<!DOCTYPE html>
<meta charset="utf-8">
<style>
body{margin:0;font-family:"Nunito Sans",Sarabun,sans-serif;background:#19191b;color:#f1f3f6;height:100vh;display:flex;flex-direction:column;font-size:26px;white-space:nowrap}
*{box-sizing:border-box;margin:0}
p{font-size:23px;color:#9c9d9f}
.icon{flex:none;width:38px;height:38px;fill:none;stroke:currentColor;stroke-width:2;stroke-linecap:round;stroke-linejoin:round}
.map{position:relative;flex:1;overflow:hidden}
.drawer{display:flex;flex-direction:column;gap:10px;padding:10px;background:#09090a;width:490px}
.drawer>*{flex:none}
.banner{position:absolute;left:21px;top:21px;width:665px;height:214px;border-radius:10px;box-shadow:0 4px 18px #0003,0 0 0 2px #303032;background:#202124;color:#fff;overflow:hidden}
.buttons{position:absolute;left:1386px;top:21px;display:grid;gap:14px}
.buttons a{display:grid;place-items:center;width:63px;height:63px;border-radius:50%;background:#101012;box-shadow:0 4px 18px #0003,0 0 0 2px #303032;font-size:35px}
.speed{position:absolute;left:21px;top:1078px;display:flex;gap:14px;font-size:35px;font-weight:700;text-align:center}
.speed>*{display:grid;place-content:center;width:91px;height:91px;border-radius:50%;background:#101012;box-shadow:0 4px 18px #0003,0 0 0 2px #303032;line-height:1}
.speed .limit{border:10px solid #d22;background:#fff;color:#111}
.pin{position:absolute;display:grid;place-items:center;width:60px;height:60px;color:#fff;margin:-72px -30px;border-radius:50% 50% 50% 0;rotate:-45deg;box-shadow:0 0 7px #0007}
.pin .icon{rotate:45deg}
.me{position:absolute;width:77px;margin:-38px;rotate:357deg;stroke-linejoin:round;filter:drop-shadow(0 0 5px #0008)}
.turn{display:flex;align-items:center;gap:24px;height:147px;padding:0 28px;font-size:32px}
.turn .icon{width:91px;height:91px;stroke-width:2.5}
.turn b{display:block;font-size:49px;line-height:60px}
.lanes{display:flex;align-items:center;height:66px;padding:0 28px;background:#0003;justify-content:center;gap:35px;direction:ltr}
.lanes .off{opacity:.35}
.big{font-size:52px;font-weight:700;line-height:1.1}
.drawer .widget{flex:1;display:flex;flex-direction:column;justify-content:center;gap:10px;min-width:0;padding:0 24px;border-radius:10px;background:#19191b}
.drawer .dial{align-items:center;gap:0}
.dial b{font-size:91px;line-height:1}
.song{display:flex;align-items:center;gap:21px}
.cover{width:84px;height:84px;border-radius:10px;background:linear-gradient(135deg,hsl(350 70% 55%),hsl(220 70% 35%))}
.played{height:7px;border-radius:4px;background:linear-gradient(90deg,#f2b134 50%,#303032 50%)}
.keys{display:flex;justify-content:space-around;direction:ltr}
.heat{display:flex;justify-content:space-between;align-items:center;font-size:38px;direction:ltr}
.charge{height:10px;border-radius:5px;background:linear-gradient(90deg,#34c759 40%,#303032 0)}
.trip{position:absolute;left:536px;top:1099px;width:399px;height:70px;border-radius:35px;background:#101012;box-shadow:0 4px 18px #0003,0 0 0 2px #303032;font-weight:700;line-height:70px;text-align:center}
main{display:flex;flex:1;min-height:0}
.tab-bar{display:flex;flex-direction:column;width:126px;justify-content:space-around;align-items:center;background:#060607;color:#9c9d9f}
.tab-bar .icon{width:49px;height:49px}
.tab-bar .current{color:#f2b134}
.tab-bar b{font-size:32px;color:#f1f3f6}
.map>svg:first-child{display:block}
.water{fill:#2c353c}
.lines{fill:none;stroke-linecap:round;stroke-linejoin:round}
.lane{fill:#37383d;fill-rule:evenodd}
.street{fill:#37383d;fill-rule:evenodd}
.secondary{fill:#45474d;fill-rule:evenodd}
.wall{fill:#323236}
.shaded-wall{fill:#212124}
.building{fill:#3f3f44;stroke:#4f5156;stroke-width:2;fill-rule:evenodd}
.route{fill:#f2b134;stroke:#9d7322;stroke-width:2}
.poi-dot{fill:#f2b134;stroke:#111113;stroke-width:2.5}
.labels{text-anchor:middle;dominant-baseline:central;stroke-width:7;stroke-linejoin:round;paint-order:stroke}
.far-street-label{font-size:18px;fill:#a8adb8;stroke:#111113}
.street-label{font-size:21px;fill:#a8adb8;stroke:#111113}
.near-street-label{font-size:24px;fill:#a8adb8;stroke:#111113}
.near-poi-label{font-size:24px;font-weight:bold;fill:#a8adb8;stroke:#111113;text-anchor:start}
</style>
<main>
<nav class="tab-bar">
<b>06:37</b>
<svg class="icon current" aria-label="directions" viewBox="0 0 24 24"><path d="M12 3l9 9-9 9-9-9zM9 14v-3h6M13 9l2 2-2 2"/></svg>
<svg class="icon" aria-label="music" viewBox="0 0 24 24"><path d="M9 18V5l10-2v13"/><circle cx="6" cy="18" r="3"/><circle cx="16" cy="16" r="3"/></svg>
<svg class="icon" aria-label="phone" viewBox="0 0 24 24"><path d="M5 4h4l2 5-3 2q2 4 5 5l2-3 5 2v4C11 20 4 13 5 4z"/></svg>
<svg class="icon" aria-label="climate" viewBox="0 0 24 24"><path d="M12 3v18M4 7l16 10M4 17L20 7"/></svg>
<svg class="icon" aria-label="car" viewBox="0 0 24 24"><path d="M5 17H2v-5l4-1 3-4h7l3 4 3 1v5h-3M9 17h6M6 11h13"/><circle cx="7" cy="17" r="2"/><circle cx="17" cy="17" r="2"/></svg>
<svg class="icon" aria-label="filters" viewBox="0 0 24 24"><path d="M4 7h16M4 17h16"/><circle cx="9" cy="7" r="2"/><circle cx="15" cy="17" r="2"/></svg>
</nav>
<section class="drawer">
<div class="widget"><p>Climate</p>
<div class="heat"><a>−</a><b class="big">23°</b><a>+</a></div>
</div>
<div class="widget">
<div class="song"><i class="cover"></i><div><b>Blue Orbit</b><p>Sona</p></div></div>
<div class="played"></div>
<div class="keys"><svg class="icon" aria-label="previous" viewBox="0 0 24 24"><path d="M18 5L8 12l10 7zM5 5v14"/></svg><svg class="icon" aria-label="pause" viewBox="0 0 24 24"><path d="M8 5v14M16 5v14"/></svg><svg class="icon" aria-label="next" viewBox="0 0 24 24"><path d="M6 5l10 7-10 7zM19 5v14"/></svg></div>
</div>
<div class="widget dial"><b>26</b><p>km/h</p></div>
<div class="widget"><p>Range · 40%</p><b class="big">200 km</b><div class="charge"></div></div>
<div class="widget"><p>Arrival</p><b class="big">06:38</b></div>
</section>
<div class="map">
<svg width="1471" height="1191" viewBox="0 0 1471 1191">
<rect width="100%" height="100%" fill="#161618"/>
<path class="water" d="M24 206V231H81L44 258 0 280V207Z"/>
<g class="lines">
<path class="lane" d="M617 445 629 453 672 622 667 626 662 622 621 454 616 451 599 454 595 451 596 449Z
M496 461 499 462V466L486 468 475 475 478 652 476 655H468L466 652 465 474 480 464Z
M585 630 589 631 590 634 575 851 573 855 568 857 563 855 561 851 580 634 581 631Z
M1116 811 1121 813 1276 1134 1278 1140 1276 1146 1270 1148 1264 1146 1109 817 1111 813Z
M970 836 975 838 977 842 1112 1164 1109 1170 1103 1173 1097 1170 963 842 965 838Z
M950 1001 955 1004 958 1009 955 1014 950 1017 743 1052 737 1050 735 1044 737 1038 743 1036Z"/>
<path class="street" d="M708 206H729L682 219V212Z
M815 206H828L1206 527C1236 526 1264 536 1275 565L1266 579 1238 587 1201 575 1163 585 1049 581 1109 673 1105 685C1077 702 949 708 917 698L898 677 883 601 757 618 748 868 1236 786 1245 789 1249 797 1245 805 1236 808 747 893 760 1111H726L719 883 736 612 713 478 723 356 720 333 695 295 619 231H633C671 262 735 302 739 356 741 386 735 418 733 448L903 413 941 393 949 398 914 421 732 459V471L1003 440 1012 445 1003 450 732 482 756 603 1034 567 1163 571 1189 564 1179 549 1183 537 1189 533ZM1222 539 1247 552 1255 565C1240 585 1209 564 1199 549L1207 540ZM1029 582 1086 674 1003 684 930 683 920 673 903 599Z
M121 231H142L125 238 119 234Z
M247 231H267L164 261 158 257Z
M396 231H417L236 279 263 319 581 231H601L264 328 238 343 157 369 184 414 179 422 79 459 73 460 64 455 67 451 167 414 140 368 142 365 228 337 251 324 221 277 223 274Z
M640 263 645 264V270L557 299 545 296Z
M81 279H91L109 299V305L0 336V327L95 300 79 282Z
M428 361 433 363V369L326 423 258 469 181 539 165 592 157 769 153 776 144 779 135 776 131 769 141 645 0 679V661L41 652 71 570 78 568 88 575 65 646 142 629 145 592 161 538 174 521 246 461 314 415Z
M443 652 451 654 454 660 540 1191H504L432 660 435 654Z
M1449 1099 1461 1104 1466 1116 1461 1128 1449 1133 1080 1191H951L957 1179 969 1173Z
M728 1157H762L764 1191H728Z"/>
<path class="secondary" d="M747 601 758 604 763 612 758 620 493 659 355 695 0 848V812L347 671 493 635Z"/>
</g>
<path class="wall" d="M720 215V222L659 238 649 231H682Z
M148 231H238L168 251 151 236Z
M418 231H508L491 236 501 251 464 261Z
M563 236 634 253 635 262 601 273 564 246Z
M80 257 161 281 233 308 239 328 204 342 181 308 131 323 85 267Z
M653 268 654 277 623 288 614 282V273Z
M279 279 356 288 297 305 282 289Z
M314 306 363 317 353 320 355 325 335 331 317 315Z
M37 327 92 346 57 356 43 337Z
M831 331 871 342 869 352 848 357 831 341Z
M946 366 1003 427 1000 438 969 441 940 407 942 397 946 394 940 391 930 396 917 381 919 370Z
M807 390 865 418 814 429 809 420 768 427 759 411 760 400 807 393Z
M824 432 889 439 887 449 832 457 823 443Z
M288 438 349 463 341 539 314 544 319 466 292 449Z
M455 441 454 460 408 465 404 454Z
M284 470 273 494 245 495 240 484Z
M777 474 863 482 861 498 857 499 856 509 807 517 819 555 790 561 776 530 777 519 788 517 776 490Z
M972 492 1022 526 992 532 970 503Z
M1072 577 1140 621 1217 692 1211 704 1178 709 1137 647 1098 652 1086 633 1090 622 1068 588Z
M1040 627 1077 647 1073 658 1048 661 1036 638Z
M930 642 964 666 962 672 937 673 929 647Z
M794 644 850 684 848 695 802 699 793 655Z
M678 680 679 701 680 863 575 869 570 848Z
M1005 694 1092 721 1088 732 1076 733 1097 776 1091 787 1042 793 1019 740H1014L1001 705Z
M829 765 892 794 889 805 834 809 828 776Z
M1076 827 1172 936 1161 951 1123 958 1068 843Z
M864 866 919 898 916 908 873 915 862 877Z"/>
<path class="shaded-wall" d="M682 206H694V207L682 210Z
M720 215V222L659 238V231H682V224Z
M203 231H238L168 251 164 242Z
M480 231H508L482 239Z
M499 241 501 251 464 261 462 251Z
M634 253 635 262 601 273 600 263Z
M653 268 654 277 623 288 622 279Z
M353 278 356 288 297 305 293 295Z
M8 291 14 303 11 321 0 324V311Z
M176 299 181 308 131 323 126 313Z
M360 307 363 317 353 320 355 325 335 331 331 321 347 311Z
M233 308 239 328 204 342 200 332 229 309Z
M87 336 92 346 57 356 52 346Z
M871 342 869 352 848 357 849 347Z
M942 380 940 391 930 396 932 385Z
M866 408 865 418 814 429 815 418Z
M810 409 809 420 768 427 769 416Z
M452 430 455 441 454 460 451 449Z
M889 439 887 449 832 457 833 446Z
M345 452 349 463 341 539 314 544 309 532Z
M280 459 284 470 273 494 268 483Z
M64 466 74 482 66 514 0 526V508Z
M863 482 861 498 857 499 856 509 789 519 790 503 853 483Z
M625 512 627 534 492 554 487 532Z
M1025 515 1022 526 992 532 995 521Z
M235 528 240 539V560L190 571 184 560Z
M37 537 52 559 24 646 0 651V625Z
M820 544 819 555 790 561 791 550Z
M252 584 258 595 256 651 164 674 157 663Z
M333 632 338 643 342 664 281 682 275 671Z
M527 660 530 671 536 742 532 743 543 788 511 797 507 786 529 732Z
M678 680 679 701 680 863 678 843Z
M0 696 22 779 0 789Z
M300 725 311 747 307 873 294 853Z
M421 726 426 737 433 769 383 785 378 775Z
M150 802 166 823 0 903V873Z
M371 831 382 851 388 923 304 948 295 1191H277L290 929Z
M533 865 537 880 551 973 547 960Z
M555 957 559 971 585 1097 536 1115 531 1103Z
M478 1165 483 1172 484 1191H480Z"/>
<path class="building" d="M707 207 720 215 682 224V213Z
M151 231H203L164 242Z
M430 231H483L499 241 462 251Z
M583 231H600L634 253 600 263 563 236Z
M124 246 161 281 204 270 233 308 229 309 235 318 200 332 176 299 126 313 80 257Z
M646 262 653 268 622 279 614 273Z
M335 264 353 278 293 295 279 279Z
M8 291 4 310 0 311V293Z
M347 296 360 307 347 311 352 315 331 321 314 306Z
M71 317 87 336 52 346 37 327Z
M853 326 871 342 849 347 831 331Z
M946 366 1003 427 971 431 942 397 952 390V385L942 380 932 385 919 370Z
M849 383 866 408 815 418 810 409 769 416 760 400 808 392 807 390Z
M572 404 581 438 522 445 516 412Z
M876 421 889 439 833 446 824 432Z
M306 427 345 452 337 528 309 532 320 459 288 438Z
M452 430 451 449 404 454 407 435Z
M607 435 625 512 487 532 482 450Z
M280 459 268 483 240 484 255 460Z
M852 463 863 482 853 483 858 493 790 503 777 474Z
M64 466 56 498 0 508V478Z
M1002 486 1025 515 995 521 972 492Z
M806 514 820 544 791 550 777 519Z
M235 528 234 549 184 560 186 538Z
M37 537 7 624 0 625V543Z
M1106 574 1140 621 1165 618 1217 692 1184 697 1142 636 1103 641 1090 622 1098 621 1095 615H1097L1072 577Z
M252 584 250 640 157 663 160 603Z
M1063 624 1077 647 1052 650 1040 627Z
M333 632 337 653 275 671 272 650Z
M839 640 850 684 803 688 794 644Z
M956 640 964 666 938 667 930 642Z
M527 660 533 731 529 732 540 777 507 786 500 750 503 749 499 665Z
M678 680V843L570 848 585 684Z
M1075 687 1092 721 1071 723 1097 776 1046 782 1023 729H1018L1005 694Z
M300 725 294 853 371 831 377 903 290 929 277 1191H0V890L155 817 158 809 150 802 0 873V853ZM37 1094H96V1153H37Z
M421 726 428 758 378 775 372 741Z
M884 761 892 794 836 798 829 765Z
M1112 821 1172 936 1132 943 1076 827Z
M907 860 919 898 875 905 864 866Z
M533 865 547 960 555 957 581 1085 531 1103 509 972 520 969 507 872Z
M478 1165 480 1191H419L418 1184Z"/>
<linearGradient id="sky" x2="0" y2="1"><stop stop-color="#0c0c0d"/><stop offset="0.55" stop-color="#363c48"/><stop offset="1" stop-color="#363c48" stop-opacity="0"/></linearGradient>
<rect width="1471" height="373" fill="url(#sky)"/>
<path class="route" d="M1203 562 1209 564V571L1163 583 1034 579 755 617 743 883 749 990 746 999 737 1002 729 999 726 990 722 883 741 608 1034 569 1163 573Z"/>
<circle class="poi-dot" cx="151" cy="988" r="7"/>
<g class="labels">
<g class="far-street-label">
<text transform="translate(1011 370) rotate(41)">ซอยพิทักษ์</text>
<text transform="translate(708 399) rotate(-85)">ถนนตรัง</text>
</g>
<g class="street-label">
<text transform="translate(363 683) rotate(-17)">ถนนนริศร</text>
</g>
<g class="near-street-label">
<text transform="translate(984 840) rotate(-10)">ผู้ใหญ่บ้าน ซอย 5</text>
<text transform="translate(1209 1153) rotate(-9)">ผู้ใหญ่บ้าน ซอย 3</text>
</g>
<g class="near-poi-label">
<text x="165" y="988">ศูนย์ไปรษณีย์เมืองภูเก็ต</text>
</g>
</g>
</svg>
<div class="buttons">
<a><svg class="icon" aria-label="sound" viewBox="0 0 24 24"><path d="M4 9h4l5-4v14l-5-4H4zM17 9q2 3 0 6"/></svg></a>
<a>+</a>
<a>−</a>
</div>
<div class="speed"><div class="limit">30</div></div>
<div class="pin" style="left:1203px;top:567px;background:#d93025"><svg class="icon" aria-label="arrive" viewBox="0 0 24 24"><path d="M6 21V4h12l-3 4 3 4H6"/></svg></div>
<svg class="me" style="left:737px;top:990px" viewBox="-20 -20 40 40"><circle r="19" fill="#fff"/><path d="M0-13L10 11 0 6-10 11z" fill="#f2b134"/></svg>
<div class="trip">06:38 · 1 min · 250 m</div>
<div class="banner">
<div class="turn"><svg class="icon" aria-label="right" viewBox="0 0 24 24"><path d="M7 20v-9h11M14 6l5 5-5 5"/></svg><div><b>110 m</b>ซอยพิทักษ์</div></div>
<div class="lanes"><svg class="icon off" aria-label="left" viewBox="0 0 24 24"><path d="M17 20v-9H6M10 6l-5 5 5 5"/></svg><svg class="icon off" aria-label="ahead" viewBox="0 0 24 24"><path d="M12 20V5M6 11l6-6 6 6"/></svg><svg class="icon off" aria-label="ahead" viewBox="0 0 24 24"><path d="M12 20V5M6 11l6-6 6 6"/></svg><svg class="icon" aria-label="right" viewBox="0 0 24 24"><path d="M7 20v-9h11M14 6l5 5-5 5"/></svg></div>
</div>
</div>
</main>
▬▬▬
ASSIGNMENT: Report each line of the listing above that uses the word "none".

SOLUTION FOR THIS EXERCISE:
.icon{flex:none;width:38px;height:38px;fill:none;stroke:currentColor;stroke-width:2;stroke-linecap:round;stroke-linejoin:round}
.drawer>*{flex:none}
.lines{fill:none;stroke-linecap:round;stroke-linejoin:round}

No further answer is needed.